В комнату с балкона ступил человек. Патриарх метнул испуганный взгляд на Ефима. Тот опрометью обернулся, ухватившись за оружие, но через мгновение силой улыбнулся.
– Черт! О, извините, Ваше Святейшество.
Патриарх выдохнул, положа руку на сердце, и перекрестил хозяина, даря прощение.
– Умеете эффектно появляться, – сказал Ефим гостю, убирая руку от кобуры. — Я не верил, что кто-то способен пройти через мои границы, да еще на этот этаж. Как вам удалось?
- Методы, - ответил мужчина и уселся без приглашения, таким образом провозглашая часть приветствий завершенной.
— Он прошел мимо ваших людей сюда, сын мой, — закряхтел Патриарх и подмигнул Ефиму.
Тот мысленно обозвал священника старым говнюком, сжал губы и наполнил третий бокал. Гость поставил вино перед собой на стол, не скинув запинала.
Новоприбывший оказался господином невысоким и широкоплечим, плащ покрывал его приземистую фигуру, а глубокий капюшон скрывал лицо: виднелась только изуродованная сединой бородка.
— Я останусь инкогнито, — сказал гость Патриарху. – Можете звать меня Рахманом.
- Как хотите, - тот пожал плечами. — Если после долгих переговоров глава Тайной Стражи считает, что вы можете помочь... Надеюсь, так оно и есть. Потому что мое время стоит дорого.
— Тогда без лишних предисловий перейдем к делу, — гость обратился к Кривденко с непонятной интонацией: то ли спрашивал, то ли ставил перед фактом.
– Прошу, – Ефим крутнул глобус.
Голову беспокоило, что назвавшийся Рахманом залез на его балкон незамеченным. Каким образом он это сделал, но охрана — удвоенная охрана, черт возьми! — без исключения получит строгий выговор.
— Значит, господа, Серый Орден. Мистическое сообщество безумцев, подписавших соглашение с нечистым ради мощных сил, якобы используемых в защиту страны. Чернокнижники выставляют это безобразие за добродетель и получают от государства жалование и офицерские звания, а деяния их неотчетны никому, кроме гетмана лично.
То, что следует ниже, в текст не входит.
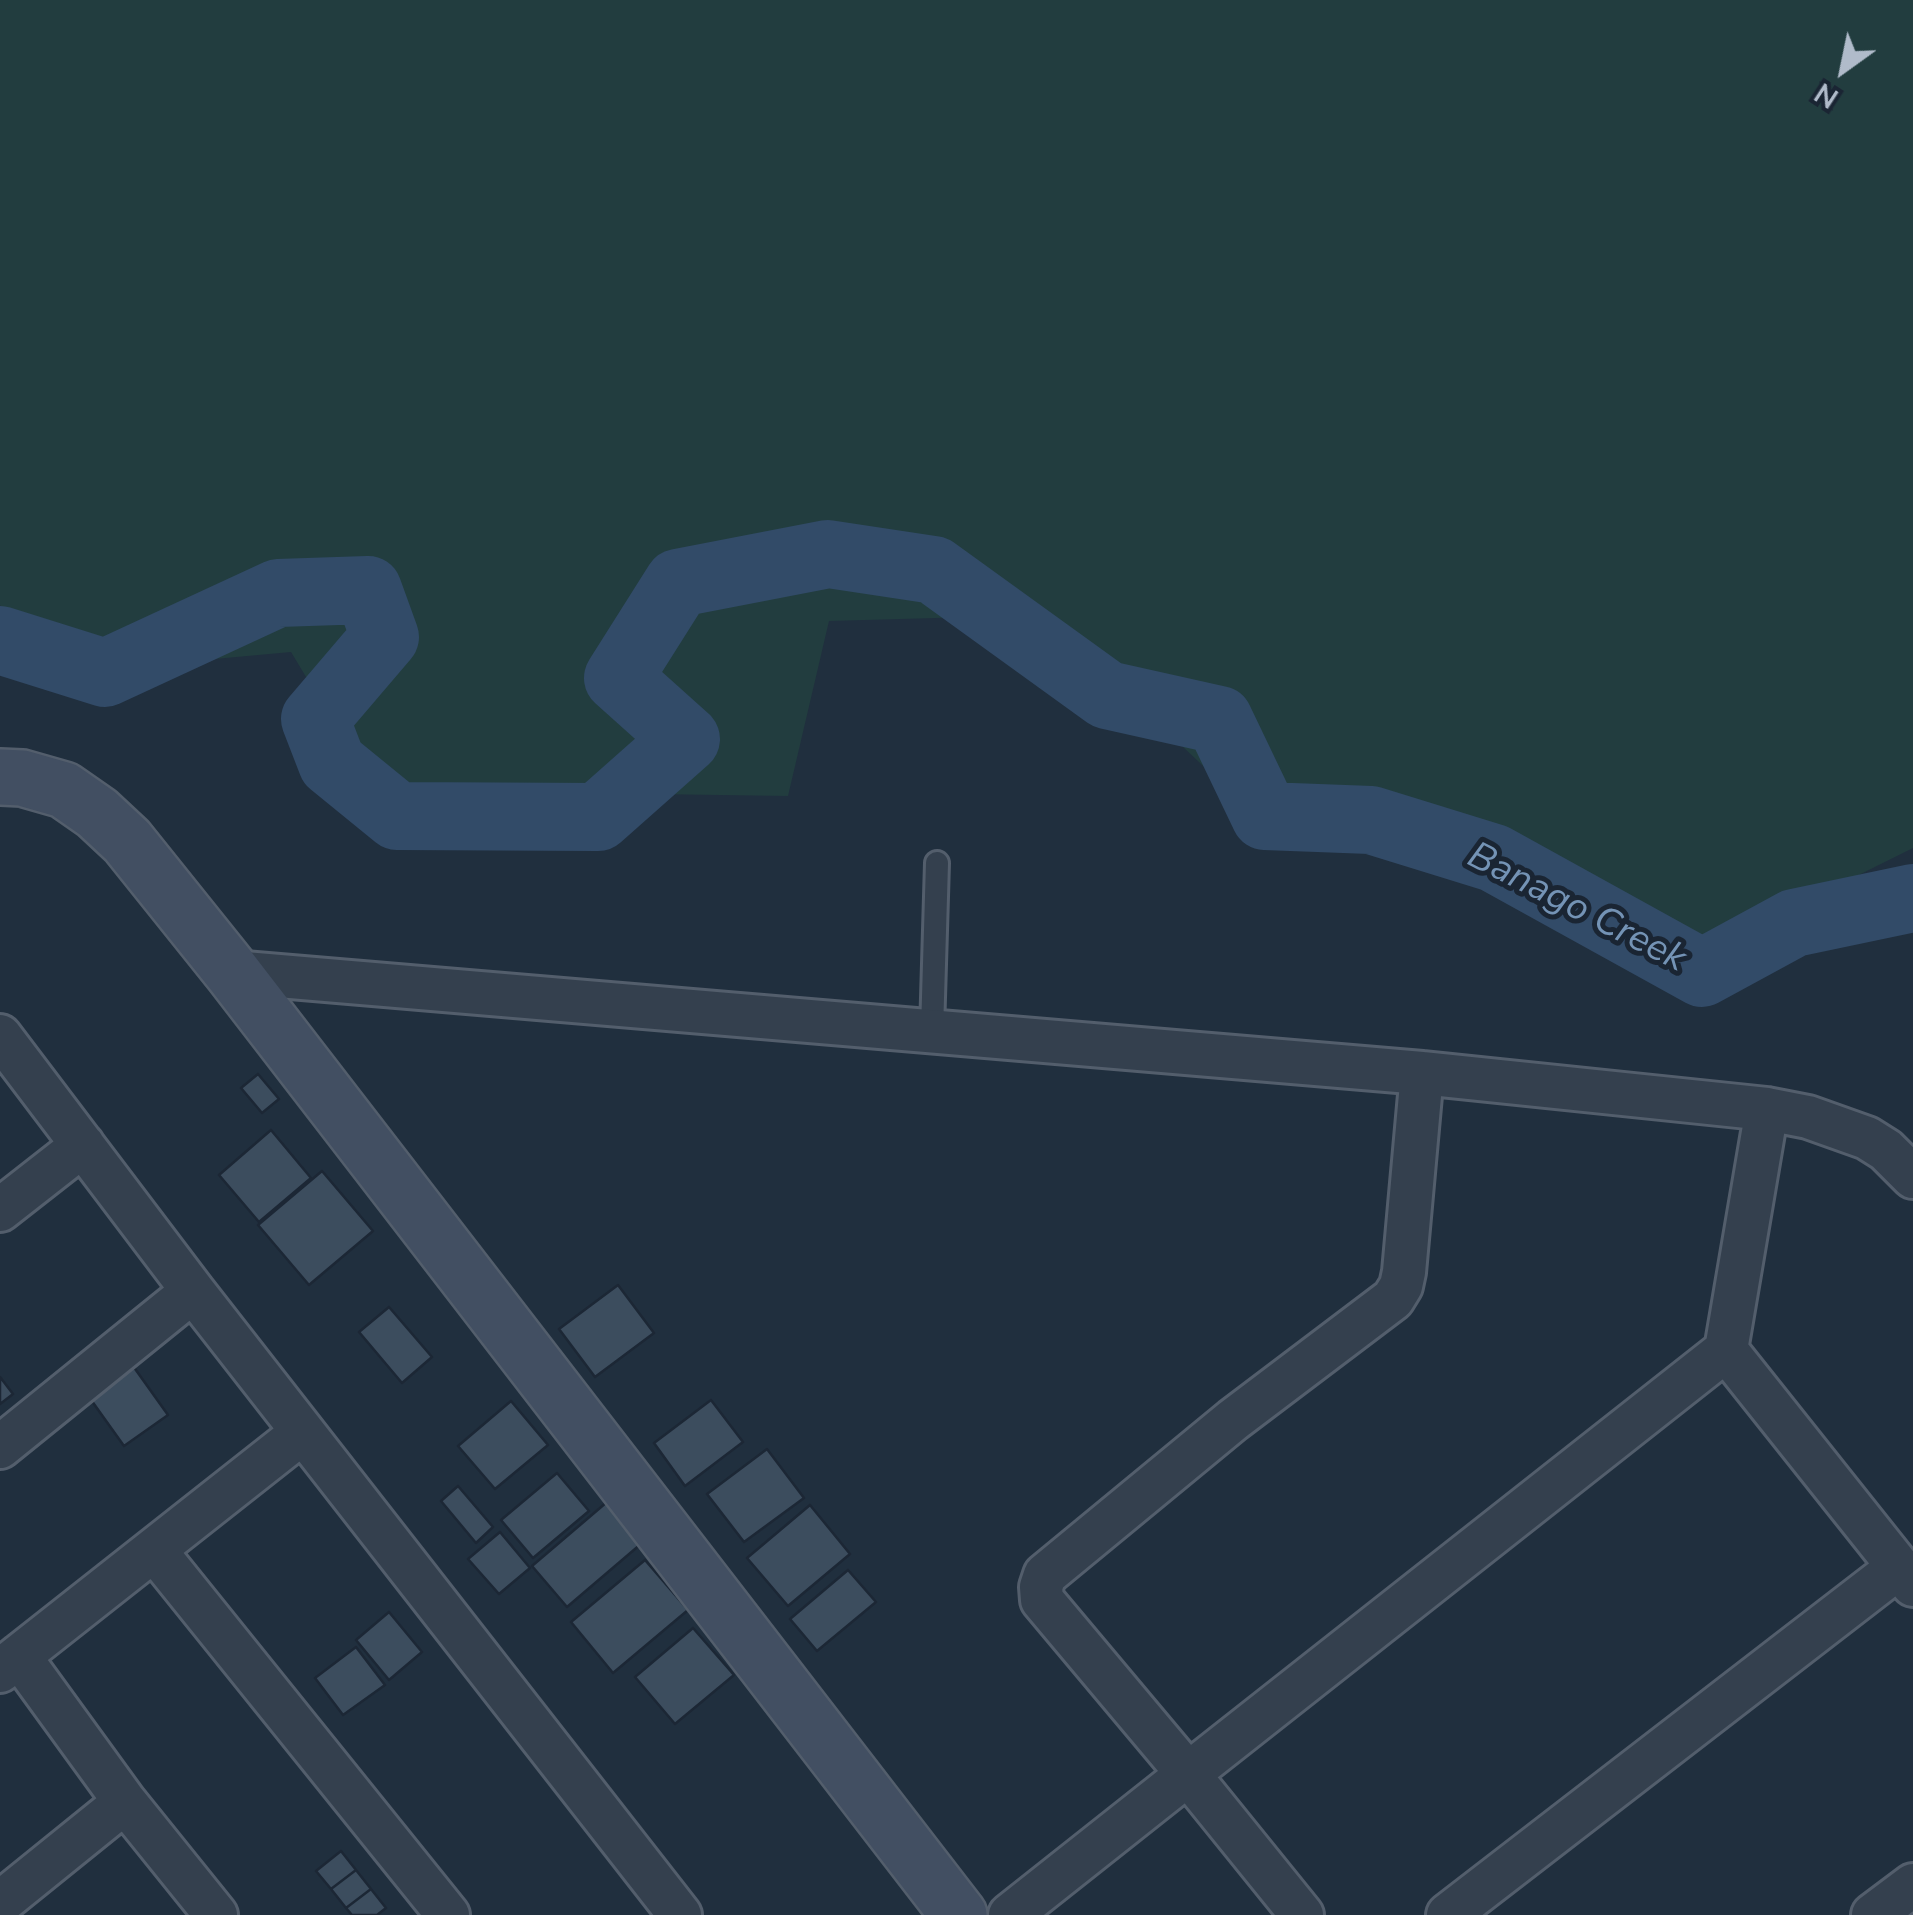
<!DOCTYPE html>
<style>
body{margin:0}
#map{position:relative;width:1913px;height:1915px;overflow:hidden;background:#202f3e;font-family:"Nunito Sans",sans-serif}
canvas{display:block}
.north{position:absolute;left:1793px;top:20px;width:100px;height:100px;-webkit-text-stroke:8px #1a2533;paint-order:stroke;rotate:213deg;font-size:28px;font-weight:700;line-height:40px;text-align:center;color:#b0bbca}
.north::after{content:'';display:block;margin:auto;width:35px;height:45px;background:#b0bbca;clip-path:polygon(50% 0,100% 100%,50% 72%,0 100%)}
</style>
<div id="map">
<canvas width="1913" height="1915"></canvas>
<div class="north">N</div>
</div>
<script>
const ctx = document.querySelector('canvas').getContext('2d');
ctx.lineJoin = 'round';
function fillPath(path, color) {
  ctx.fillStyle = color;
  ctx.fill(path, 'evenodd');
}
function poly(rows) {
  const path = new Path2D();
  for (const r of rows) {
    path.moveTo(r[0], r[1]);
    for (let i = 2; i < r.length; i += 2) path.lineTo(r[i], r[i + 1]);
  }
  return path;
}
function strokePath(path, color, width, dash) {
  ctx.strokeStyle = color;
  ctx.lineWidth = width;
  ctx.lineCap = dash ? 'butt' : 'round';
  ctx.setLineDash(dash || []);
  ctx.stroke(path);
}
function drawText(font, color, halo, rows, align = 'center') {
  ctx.font = font + ' "Nunito Sans",sans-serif';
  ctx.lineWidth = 10;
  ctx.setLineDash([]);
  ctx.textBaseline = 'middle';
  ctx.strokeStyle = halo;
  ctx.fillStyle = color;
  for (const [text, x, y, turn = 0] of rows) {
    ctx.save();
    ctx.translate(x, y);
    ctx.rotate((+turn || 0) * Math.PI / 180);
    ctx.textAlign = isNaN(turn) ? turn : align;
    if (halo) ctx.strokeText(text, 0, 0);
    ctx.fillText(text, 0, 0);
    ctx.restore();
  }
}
fillPath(poly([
 [0,0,1913,0,1913,848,1698,955,1479,825,1287,845,1043,615,829,621,788,796,374,790,291,652,160,664,15,630,0,605]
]), '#223d3f');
strokePath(poly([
 [0,640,105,673,278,593,368,590,385,637,315,719,332,763,397,816,598,817,686,739,618,678,678,583,828,554,934,570,1107,695,1219,720,1265,816,1371,820,1494,858,1702,973,1794,923,1913,898]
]), '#324b68', 68);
const building = poly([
 [258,1074,279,1099,262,1113,241,1088,258,1074],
 [271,1130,311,1178,259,1222,219,1175,271,1130],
 [322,1171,373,1231,309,1285,258,1225,322,1171],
 [618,1285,654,1333,595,1377,559,1329,618,1285],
 [389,1307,432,1357,402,1383,359,1332,389,1307],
 [128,1359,168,1415,124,1446,84,1390,128,1359],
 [0,1377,13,1394,0,1404,0,1377],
 [711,1400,743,1442,685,1486,654,1443,711,1400],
 [511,1401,548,1445,495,1489,458,1446,511,1401],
 [767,1449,804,1498,744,1542,707,1494,767,1449],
 [557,1473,589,1511,533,1558,501,1520,557,1473],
 [458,1486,493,1527,476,1543,441,1501,458,1486],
 [607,1502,642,1543,567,1607,532,1566,607,1502],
 [810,1505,850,1554,788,1606,747,1558,810,1505],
 [500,1532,530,1568,499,1594,468,1559,500,1532],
 [645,1560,688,1610,613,1673,571,1622,645,1560],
 [848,1570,876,1602,817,1651,790,1619,848,1570],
 [389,1612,422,1652,389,1680,356,1640,389,1612],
 [693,1628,734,1675,675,1724,635,1677,693,1628],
 [356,1647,385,1685,343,1715,315,1678,356,1647],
 [341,1851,356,1870,331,1889,316,1871,341,1851],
 [356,1870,371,1889,346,1908,331,1889,356,1870],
 [371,1889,386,1908,377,1915,352,1915,346,1908,371,1889]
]);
fillPath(building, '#3c4d5e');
strokePath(building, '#1c2735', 2.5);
const lane = poly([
 [932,1031,937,863]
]);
const street = poly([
 [232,972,1422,1073,1767,1109,1808,1117,1867,1138,1886,1150,1913,1177],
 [0,1036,193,1291,680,1915],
 [1422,1073,1404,1272,1401,1286,1393,1299,1233,1420,1045,1575,1041,1587,1042,1600,1188,1774,1726,1350],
 [1767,1109,1726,1350,1913,1585],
 [0,1210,83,1145],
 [0,1447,193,1291],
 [155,1551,448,1915],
 [0,1671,303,1432],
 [125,1802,216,1915],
 [0,1903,125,1802,19,1656],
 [1010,1915,1188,1774,1302,1915],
 [1448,1915,1899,1567],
 [1873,1915,1913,1885]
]);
const secondary = poly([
 [0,777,22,778,64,790,97,813,127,841,232,972,959,1915]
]);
strokePath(lane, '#535e6c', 28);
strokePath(street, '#535e6c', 48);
strokePath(secondary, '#535e6c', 60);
strokePath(lane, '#34404e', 22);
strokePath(street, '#34404e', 42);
strokePath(secondary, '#424f62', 55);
drawText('italic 38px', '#7493b5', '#1a2533', [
 ["Banago Creek",1576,909,27]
]);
</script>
– О, да, – процедил сквозь зубы Ефим.
Он имел немало резонов ненавидеть Орден: постоянные палки в колеса, присвоение громких дел, конфликты перекрестных компетенций, борьба за финансирование из казны. Честно и преданно Ефим пытался делать свое дело, а «легендарные» рыцари, едва не захлебывавшиеся своим мистическим пафосом, постоянно препятствовали ему и его людям. Чаша терпения наполнялась много лет, пока не треснула.
- Характерники заманивают в свои ряды детей... - начал было гость, когда священник горячо перебил его:
— Чтобы продлить нечестивые обряды и обратить новые души когтям дьявола! Выкрести! Слуги Сатаны!
Патриарх мгновенно взялся красными пятнами и взмахнул бокалом так яростно, так что разлил вино на стол. Только бы старика не ухватил, подумал Ефим.
– Несмываемый грех! Проклятые души, прикованные к земле...
Ефим хорошо знал эту песенку. Симеон в большинстве своем был прагматичным человеком (включая вопрос веры), но на сероманцах имел болезненный пунктик. Он провозглашал гневные пламенные речи против характерщиков множество раз — благодаря этому они с Ефимом и нашли общий язык.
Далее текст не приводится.